▶ STUDY MATERIAL
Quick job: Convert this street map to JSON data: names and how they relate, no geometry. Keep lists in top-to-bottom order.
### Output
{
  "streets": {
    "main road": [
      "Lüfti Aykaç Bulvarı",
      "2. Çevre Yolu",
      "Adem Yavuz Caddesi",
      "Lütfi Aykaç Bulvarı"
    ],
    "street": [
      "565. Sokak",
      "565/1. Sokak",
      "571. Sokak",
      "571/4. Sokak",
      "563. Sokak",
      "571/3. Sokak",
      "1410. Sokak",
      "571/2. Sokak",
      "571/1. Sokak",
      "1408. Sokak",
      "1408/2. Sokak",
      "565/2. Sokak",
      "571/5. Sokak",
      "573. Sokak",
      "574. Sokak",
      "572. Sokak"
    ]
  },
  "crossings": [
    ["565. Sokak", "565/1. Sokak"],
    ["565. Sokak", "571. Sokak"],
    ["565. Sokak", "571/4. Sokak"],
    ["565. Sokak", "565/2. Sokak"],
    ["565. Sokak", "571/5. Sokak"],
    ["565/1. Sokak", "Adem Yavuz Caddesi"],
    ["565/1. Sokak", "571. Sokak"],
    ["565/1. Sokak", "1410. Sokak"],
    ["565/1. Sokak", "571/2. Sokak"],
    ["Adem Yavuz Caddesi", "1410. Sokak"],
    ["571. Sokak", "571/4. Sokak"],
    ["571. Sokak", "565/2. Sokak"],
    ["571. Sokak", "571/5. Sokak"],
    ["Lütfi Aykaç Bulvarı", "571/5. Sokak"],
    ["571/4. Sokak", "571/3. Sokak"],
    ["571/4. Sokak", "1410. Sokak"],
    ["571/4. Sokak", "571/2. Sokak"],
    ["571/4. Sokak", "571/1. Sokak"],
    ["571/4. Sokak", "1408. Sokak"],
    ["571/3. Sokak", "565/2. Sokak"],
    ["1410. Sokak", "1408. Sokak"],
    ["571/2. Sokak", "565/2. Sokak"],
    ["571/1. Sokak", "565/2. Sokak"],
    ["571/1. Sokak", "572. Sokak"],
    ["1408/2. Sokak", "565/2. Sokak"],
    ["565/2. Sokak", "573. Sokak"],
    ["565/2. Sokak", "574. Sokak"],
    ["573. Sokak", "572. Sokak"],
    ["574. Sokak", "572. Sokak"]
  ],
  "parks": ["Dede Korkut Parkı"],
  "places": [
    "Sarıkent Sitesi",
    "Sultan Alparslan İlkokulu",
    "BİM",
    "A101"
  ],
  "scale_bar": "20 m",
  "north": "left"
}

▶ WORK TO COMPLETE
Each of the entries above is to be repeated exactly.

▶ RESPONSE TO THE EXERCISE
Quick job: Convert this street map to JSON data: names and how they relate, no geometry. Keep lists in top-to-bottom order.
### Output
{
  "streets": {
    "main road": [
      "Lüfti Aykaç Bulvarı",
      "2. Çevre Yolu",
      "Adem Yavuz Caddesi",
      "Lütfi Aykaç Bulvarı"
    ],
    "street": [
      "565. Sokak",
      "565/1. Sokak",
      "571. Sokak",
      "571/4. Sokak",
      "563. Sokak",
      "571/3. Sokak",
      "1410. Sokak",
      "571/2. Sokak",
      "571/1. Sokak",
      "1408. Sokak",
      "1408/2. Sokak",
      "565/2. Sokak",
      "571/5. Sokak",
      "573. Sokak",
      "574. Sokak",
      "572. Sokak"
    ]
  },
  "crossings": [
    ["565. Sokak", "565/1. Sokak"],
    ["565. Sokak", "571. Sokak"],
    ["565. Sokak", "571/4. Sokak"],
    ["565. Sokak", "565/2. Sokak"],
    ["565. Sokak", "571/5. Sokak"],
    ["565/1. Sokak", "Adem Yavuz Caddesi"],
    ["565/1. Sokak", "571. Sokak"],
    ["565/1. Sokak", "1410. Sokak"],
    ["565/1. Sokak", "571/2. Sokak"],
    ["Adem Yavuz Caddesi", "1410. Sokak"],
    ["571. Sokak", "571/4. Sokak"],
    ["571. Sokak", "565/2. Sokak"],
    ["571. Sokak", "571/5. Sokak"],
    ["Lütfi Aykaç Bulvarı", "571/5. Sokak"],
    ["571/4. Sokak", "571/3. Sokak"],
    ["571/4. Sokak", "1410. Sokak"],
    ["571/4. Sokak", "571/2. Sokak"],
    ["571/4. Sokak", "571/1. Sokak"],
    ["571/4. Sokak", "1408. Sokak"],
    ["571/3. Sokak", "565/2. Sokak"],
    ["1410. Sokak", "1408. Sokak"],
    ["571/2. Sokak", "565/2. Sokak"],
    ["571/1. Sokak", "565/2. Sokak"],
    ["571/1. Sokak", "572. Sokak"],
    ["1408/2. Sokak", "565/2. Sokak"],
    ["565/2. Sokak", "573. Sokak"],
    ["565/2. Sokak", "574. Sokak"],
    ["573. Sokak", "572. Sokak"],
    ["574. Sokak", "572. Sokak"]
  ],
  "parks": ["Dede Korkut Parkı"],
  "places": [
    "Sarıkent Sitesi",
    "Sultan Alparslan İlkokulu",
    "BİM",
    "A101"
  ],
  "scale_bar": "20 m",
  "north": "left"
}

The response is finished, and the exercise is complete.